Now, what is genetic engineering? You know the children's joke of what do you get when you cross impossible things like a spider with a goat? Part of the joke is knowing you can't because there are biological barriers between species which only allows one to cross closely related species, such as horse and donkey. There are good reasons for keeping species distinct, they have to do with the balance of the ecosystem. When viruses cross species barriers, for example, we have outbreaks of infectious diseases. Genetic engineering bypasses all species barriers, and it is not a joke anymore. Genes are being transferred in the laboratory between any and every species many of which would never interbreed in nature. Indeed, spider genes have been transferred into goats in an attempt to make the poor female goats produce silk in their milk, and human genes have been transferred into cows, sheep, mice, fish and bacteria.

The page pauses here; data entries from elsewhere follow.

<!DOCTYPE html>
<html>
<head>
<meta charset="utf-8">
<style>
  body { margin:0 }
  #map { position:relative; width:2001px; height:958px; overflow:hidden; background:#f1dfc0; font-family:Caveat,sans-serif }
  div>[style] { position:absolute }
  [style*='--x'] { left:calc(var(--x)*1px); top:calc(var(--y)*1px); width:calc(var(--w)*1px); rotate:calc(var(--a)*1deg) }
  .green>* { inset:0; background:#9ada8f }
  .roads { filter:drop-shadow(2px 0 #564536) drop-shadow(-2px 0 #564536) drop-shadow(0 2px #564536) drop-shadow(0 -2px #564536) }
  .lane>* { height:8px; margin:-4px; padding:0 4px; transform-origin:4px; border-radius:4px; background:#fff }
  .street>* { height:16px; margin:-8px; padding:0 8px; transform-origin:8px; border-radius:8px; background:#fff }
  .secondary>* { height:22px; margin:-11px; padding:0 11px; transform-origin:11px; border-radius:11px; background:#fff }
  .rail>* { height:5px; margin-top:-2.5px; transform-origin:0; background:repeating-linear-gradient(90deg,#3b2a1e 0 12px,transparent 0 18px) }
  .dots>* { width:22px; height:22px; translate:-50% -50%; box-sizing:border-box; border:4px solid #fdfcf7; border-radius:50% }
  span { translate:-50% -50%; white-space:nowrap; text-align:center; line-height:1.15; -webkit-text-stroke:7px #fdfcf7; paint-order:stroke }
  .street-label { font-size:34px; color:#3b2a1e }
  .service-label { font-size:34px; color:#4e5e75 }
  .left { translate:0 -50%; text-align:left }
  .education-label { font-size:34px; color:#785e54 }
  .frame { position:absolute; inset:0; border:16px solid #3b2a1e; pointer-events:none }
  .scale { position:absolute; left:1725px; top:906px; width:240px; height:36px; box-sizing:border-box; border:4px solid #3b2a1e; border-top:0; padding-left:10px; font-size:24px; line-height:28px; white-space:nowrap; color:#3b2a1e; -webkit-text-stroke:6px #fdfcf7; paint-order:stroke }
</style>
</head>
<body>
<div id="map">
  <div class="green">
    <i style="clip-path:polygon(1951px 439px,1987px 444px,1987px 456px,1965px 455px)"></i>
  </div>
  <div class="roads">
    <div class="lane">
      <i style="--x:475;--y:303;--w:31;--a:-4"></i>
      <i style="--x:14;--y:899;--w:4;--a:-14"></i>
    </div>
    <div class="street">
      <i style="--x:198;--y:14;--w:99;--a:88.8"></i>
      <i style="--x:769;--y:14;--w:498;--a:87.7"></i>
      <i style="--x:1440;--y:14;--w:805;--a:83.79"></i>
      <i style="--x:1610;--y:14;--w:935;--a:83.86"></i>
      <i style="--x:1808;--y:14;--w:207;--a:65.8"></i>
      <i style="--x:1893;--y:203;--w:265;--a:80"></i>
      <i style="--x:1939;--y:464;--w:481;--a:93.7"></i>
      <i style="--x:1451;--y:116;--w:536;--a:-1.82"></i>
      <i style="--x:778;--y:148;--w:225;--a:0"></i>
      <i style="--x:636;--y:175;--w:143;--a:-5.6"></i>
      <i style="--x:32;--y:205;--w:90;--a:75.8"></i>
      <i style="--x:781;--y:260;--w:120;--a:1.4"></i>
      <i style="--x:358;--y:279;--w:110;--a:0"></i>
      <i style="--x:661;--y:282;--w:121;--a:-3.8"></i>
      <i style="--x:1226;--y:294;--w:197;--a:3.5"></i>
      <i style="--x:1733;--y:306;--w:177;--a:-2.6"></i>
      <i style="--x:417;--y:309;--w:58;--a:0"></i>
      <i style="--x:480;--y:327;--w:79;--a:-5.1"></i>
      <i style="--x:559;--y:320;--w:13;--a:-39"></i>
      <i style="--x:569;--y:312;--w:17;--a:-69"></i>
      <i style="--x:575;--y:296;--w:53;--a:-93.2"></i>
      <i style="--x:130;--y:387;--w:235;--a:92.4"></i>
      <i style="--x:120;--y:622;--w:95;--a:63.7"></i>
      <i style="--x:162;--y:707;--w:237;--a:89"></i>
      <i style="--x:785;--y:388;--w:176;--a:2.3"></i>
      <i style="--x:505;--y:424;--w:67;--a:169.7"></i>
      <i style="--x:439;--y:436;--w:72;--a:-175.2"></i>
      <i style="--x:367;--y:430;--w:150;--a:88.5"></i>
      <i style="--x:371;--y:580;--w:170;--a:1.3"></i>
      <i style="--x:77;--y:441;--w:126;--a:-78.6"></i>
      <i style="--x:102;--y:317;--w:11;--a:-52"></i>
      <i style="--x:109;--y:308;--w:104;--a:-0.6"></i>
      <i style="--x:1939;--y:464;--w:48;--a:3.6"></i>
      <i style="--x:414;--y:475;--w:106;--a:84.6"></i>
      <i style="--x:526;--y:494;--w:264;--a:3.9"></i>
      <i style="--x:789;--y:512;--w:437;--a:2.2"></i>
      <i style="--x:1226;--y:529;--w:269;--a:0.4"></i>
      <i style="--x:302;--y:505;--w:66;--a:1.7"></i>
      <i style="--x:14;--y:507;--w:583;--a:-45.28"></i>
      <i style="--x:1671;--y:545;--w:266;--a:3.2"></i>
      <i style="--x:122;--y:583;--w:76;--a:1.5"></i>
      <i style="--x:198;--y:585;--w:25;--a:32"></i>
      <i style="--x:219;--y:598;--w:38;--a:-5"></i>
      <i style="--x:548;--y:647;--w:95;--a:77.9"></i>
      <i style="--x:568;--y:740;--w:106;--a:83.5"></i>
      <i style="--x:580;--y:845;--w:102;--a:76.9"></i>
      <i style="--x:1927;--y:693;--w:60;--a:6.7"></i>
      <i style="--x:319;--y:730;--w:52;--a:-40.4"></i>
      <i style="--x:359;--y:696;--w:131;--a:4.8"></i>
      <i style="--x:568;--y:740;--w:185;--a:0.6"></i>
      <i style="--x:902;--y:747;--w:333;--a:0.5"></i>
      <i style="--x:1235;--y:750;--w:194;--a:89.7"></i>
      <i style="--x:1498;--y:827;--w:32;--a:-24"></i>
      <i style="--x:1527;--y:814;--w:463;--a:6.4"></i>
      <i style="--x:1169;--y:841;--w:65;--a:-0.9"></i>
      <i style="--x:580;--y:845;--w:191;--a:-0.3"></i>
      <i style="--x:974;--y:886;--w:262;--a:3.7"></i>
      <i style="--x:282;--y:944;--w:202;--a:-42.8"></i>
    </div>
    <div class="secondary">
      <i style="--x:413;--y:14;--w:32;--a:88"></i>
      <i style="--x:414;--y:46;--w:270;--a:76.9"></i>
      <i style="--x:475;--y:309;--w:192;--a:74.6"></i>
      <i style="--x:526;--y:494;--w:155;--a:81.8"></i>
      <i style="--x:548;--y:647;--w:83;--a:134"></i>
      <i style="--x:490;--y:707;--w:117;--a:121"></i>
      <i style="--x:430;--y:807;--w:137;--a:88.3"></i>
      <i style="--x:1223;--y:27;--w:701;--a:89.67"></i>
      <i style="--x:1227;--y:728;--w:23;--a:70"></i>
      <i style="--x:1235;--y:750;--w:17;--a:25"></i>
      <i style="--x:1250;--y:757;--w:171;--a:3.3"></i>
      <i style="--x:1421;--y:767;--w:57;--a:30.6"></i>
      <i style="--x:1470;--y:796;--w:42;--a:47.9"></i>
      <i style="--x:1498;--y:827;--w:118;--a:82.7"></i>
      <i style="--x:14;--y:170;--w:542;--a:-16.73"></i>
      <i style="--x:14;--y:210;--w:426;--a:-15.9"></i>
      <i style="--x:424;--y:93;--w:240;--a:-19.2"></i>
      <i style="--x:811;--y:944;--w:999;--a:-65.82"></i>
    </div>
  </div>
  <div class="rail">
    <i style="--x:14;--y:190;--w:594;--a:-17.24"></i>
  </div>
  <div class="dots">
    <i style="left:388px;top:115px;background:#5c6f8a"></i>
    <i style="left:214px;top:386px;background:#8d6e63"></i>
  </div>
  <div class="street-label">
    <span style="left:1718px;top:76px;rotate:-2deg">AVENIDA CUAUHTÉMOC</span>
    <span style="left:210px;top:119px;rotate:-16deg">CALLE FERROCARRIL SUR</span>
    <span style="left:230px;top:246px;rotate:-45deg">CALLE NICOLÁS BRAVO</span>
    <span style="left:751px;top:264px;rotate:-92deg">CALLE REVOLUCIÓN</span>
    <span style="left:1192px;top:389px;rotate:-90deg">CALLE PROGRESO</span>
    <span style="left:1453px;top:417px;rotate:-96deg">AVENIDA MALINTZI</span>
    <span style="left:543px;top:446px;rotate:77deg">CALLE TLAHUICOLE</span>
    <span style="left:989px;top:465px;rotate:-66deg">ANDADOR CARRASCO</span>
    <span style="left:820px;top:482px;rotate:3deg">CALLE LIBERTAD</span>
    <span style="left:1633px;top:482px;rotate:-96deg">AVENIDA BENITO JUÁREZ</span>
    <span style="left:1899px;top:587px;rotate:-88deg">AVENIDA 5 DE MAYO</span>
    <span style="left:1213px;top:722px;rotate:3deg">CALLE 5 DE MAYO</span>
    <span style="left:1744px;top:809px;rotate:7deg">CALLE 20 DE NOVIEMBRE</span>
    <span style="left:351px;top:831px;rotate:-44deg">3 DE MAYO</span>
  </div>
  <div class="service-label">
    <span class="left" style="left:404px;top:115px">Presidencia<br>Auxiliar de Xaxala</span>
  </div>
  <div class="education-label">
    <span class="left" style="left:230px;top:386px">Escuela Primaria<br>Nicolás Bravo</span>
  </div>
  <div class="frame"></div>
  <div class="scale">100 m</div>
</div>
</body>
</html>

The most immediate dangers are random and unpredictable, basically because the genetic engineer cannot control where and how the foreign genes are integrated into the genetic material of the organism. Genetic engineering animals are acts of cruelty, there are high failure rates and even the so-called successes are often monstrously deformed. Genetic engineered plants may end up having new toxins and allergens. Dr. Arpad Pusztai, an eminent scientist in the Rowett Institute of Scotland, lost his job when he released findings showing that two GM potato lines were unexpectedly toxic to young rats.
A more insidious danger is horizontal gene transfer. The genetic material, the DNA, can survive indefinitely in all environments after the organisms are dead. It can be taken up by other organisms and become incorporated into their genetic material. This has the potential to create new viruses and bacteria that cause diseases. Why?
In genetic engineering, new genes, many from viruses and bacteria, including antibiotic resistance genes that make infectious diseases untreatable, are introduced into our crops and livestock. They are combined in new combinations that have never existed, and introduced into organisms by invasive methods that make the foreign genes (or transgenic DNA) more unstable and more prone to transfer horizontally than the organism's own genes which have been adapted to stay together for hundreds of millions of years.
Another danger is that the transgenic DNA can jump into the genetic material of our cells and cause damages including cancer.
In its interim report (May 1999), the British Medical Association called for an indefinite moratorium on the release of GM crops pending further studies on new allergies, on the spread of antibiotic resistances and on the effects of transgenic DNA.
These hazards are acknowledged by sources within our Governments. UK scientists advising the Ministry of Agriculture Fisheries and Food are now calling attention to the same dangers.
Our regulatory system is still based on the old reductionist paradigm.
There is a science war on. It is between a reductionist, mechanistic science and an emerging holistic, organic science which is reaffirming and restoring the deep ecological perspectives of indigenous sciences around the world. Contrary to reductionist western science, these indigenous sciences have enabled people to live sustainably with nature for tens of thousands of years, but they are being destroyed and marginalized.
Intensive mechanised agriculture has taken the soul out of farming. It has turned farmers into tractor-drivers. Food is more than just the combination of proteins, carbohydrates and fats, or vitamins and other micronutrients. It is an emotional, aesthetic experience.
To really do us good, we have to know that our food is produced, not just without agrochemicals, but also without exploiting our fellow human beings, without cruelty to animals and without destroying the earth. Most of all, we want to know that it is produced with love and creativity of farmers who are poets and artists at heart, who know how to work with nature to make both human beings and nature prosper. That is the real agenda for civil society.